La Prova dell’Intento Fraudolento
La Corte precisa che, sebbene la rinuncia al mantenimento non escluda di per sé il diritto all’assegno sociale, non legittima nemmeno comportamenti fraudolenti. Tuttavia, l’eventuale intento di creare artatamente una condizione di povertà per ottenere il sussidio deve essere specificamente provato in giudizio dall’ente previdenziale (INPS). Non può essere semplicemente presunto dalla sola rinuncia al mantenimento.
Le Conclusioni
Questa ordinanza della Corte di Cassazione ha un’importante implicazione pratica: chi rinuncia all’assegno di mantenimento durante una separazione non perde automaticamente il diritto a richiedere l’assegno sociale.

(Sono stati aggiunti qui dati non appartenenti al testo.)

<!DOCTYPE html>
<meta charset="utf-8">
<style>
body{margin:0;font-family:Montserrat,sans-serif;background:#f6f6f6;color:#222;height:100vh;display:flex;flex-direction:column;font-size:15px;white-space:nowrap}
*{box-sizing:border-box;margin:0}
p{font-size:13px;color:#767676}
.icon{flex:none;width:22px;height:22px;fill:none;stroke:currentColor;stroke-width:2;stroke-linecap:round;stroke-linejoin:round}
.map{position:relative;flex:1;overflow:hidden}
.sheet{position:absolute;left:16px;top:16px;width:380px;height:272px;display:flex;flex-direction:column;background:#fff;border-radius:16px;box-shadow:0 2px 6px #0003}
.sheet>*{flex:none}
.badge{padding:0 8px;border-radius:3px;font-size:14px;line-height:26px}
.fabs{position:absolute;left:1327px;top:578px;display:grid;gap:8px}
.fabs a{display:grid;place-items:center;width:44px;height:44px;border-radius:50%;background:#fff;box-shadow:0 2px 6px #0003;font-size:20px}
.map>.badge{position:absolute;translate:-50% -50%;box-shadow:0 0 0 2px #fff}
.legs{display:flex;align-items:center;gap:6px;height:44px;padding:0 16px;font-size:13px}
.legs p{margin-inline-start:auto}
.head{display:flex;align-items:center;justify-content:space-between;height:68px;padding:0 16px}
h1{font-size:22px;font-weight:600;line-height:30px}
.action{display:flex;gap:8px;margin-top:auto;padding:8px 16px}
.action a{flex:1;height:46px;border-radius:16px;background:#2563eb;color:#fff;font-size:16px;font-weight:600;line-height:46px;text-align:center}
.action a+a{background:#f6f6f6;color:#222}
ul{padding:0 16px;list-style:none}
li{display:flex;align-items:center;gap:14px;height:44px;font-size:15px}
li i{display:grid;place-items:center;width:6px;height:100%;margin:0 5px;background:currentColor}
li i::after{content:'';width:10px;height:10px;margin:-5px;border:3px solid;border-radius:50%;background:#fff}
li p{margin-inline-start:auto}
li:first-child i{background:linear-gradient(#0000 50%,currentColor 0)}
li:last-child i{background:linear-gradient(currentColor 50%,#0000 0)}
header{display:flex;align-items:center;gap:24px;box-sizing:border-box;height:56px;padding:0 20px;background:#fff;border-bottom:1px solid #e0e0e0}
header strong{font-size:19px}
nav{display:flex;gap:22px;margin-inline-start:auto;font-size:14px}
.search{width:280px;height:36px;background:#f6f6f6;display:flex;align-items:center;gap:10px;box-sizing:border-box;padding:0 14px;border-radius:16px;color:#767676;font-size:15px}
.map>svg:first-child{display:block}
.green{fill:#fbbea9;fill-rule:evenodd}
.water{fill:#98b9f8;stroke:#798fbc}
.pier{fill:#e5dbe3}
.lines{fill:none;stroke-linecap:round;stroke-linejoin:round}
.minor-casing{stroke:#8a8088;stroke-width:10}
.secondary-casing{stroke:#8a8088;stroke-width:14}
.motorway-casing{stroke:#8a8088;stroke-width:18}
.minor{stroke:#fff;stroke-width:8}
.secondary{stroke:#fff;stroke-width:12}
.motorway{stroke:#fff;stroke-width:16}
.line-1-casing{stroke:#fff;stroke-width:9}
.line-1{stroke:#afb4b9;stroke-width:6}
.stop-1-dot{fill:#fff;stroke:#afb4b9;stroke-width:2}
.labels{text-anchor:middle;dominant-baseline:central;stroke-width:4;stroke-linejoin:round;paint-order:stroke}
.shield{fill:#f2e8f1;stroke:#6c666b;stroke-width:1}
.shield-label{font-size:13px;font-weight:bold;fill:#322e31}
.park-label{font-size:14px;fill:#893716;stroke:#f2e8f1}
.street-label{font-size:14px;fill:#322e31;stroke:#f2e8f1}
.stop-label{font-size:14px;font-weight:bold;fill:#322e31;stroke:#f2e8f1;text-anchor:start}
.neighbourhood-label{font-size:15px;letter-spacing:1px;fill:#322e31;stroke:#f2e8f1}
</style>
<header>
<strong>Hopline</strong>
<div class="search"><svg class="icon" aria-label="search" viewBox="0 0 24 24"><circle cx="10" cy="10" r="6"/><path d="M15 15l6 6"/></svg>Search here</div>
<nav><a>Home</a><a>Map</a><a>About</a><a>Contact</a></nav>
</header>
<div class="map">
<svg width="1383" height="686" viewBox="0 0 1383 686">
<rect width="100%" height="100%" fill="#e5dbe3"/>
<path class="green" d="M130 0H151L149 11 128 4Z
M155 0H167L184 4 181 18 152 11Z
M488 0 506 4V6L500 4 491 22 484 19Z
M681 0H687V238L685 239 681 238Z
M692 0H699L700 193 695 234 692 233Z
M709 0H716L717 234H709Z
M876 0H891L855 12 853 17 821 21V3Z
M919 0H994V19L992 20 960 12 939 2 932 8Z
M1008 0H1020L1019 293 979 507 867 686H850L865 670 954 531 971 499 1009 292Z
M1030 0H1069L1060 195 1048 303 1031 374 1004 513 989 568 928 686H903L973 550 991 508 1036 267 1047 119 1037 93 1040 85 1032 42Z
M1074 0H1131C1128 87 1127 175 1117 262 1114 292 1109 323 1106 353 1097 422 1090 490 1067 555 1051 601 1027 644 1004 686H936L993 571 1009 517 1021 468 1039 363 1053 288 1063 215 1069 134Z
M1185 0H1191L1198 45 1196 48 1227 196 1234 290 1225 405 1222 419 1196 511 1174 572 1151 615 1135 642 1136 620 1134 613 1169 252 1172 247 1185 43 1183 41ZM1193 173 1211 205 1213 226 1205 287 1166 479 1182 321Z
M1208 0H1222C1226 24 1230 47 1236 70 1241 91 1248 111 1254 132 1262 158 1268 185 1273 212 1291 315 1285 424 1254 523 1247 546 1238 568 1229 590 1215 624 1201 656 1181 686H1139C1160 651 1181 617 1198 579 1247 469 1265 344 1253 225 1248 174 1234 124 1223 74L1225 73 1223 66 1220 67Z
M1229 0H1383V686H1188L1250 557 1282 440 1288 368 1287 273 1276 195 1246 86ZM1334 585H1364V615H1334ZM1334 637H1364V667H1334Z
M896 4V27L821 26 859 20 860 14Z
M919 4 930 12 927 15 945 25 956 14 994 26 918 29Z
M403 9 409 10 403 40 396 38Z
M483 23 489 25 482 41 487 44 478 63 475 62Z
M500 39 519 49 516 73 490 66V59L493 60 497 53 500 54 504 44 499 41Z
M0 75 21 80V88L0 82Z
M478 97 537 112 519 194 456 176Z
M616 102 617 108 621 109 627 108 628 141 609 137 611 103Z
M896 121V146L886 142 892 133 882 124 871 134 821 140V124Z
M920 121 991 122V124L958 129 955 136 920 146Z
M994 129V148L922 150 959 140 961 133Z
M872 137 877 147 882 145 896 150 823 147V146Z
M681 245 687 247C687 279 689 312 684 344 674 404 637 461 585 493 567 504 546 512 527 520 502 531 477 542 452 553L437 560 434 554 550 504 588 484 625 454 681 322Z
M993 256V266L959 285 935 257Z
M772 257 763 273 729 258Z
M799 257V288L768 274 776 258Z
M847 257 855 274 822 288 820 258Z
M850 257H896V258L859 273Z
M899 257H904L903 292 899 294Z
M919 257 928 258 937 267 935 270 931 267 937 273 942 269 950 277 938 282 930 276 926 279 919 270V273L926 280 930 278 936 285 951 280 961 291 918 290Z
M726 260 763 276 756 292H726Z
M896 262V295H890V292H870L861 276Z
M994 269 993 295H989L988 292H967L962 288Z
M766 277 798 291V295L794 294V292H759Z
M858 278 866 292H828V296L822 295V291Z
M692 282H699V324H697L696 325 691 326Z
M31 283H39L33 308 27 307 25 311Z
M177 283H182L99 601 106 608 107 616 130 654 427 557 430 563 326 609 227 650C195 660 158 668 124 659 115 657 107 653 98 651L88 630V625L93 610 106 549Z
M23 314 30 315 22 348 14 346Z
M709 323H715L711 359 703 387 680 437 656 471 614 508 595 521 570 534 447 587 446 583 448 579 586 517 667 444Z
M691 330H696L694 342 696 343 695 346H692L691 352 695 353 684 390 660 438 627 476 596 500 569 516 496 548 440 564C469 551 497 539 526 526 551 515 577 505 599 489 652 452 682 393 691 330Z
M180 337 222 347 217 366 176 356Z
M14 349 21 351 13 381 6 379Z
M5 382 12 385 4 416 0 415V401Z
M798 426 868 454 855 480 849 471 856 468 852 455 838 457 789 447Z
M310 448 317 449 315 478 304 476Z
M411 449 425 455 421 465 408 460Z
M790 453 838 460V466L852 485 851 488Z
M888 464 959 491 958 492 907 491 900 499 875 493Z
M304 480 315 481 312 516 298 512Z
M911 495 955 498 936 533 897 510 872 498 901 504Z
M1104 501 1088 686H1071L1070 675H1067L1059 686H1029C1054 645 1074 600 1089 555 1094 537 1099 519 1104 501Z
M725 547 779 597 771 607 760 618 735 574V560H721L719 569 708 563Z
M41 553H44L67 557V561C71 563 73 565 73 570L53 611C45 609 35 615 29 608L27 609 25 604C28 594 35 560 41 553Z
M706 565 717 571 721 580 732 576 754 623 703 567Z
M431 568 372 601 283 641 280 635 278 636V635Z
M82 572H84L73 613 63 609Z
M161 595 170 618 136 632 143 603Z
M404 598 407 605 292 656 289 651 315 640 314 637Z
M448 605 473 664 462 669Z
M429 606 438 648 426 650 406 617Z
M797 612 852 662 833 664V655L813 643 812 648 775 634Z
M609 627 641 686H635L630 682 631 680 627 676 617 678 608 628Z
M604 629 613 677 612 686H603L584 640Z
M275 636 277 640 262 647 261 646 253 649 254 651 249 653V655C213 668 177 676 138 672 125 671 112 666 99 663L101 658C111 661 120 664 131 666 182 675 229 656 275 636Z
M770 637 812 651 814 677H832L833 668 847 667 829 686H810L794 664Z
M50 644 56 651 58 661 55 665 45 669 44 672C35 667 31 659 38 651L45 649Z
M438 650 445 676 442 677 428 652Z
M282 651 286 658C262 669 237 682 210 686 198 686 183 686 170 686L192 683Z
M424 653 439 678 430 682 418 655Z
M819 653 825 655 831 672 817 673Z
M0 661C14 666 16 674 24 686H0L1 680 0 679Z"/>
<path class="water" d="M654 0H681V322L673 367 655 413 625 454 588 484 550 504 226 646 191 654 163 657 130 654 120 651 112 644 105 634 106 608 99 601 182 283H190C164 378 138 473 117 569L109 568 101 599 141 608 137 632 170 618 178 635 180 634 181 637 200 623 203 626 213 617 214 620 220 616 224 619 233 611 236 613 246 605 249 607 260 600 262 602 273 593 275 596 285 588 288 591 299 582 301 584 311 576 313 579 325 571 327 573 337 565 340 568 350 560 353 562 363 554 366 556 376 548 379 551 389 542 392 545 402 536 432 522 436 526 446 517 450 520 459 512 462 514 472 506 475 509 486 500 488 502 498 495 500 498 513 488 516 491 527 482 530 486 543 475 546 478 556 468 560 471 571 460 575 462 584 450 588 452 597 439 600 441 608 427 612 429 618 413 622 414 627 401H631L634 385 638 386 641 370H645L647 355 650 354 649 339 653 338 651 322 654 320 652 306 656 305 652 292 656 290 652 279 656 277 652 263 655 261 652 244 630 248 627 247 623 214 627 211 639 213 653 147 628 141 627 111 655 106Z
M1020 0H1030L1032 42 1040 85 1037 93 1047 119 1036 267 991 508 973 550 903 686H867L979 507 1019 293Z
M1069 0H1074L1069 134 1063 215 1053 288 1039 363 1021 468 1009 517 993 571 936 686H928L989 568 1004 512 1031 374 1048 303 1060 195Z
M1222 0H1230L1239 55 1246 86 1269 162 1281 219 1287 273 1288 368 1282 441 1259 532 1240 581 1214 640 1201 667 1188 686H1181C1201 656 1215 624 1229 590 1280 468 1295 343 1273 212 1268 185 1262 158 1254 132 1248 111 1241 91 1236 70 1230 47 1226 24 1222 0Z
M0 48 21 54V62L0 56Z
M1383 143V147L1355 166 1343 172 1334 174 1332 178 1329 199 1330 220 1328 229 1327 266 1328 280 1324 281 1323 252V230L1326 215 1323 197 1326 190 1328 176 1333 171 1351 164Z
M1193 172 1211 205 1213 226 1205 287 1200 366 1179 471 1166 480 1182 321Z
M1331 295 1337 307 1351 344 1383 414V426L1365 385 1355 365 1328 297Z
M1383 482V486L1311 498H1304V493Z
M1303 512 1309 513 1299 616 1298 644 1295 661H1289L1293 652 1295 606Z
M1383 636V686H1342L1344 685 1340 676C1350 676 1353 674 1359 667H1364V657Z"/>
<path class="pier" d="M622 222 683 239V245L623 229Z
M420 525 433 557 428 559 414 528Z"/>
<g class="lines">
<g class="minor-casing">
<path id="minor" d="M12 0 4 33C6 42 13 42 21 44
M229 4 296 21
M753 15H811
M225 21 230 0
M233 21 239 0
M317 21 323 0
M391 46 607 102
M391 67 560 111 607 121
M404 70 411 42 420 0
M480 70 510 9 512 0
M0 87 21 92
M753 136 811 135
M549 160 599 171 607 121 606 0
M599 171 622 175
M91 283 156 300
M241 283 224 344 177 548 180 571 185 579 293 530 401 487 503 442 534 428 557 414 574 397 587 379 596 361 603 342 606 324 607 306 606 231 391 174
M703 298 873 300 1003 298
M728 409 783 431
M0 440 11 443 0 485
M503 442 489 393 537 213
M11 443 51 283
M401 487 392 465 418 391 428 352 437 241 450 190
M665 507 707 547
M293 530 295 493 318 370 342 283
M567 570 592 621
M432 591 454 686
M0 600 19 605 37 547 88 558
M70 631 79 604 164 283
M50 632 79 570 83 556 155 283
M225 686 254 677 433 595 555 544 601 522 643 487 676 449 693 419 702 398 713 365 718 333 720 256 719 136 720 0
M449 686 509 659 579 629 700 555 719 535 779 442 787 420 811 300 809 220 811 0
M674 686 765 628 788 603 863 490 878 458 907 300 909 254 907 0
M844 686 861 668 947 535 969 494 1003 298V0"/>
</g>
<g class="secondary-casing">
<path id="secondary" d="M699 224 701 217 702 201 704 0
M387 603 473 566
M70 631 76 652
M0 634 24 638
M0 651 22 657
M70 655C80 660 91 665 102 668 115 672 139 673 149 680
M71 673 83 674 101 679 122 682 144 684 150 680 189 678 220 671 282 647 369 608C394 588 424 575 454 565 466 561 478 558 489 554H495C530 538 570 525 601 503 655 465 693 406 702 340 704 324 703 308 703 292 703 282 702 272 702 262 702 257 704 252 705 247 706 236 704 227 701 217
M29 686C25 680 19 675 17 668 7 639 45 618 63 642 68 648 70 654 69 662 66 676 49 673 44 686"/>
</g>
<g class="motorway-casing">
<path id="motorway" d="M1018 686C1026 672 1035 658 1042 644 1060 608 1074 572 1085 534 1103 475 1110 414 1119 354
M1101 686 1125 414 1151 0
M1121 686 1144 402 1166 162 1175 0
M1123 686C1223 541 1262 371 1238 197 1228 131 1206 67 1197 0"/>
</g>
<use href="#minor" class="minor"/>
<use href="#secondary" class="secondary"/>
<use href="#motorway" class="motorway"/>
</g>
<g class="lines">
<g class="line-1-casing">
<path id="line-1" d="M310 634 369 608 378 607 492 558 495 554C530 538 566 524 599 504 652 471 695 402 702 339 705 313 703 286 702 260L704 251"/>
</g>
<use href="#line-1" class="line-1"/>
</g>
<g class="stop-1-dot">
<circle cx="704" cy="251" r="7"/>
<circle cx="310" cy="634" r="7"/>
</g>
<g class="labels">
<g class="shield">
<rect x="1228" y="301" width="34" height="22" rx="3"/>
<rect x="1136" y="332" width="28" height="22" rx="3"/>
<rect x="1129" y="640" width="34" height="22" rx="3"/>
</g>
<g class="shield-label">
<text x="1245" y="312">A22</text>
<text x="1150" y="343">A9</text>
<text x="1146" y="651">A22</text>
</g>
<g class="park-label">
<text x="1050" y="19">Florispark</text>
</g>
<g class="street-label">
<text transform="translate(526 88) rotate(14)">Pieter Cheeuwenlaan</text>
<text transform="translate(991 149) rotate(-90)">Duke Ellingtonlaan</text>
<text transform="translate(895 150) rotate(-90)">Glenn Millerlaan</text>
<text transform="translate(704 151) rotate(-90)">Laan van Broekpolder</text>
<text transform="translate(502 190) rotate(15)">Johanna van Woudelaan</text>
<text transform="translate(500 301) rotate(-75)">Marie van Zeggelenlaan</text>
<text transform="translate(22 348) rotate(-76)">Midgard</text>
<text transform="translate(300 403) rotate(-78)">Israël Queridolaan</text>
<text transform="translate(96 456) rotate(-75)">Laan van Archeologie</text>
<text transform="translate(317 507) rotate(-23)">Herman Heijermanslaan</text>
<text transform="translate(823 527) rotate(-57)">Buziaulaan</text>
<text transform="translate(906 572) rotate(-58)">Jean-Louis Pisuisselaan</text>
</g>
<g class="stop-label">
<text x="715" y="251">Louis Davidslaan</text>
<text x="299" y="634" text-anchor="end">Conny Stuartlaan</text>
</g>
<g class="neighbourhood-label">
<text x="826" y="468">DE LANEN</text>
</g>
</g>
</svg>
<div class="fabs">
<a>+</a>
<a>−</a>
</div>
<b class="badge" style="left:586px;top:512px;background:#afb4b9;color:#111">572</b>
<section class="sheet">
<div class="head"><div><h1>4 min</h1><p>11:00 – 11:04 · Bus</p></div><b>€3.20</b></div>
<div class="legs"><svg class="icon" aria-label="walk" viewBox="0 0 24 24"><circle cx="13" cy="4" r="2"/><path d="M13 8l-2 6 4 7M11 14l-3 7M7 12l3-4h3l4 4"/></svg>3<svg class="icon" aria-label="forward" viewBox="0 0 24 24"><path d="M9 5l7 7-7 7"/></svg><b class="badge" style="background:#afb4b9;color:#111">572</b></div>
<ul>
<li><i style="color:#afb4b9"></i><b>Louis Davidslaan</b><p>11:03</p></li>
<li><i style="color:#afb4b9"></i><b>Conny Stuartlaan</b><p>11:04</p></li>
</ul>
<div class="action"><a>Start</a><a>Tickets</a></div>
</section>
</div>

La valutazione deve concentrarsi esclusivamente sulla condizione economica effettiva del richiedente. Questa decisione rafforza il principio secondo cui il sostegno pubblico è destinato a chi si trova in una reale situazione di necessità, senza che le scelte personali legate alla fine di un vincolo matrimoniale possano costituire un ostacolo insormontabile.
Se rinuncio all’assegno di mantenimento del mio ex coniuge, posso comunque richiedere l’assegno sociale?
Sì. Secondo la Corte di Cassazione, il diritto all’assegno sociale dipende dal suo stato di bisogno effettivo, valutato sulla base dei redditi realmente percepiti, e non sui redditi potenziali a cui ha rinunciato.
La mia richiesta di assegno sociale può essere respinta perché ho ‘causato’ il mio stato di bisogno rinunciando al mantenimento?
No. La sentenza chiarisce che la legge non richiede che lo stato di bisogno sia ‘incolpevole’. La scelta di rinunciare al mantenimento non è di per sé un motivo valido per negare l’accesso alla prestazione assistenziale.
L’INPS può accusarmi di frode se richiedo l’assegno sociale dopo aver rinunciato al mantenimento?
La semplice rinuncia al mantenimento non costituisce una frode. La Corte ha specificato che un eventuale intento fraudolento, finalizzato a creare una finta condizione di povertà, deve essere oggetto di un accertamento giudiziale e provato dall’INPS, non può essere presunto.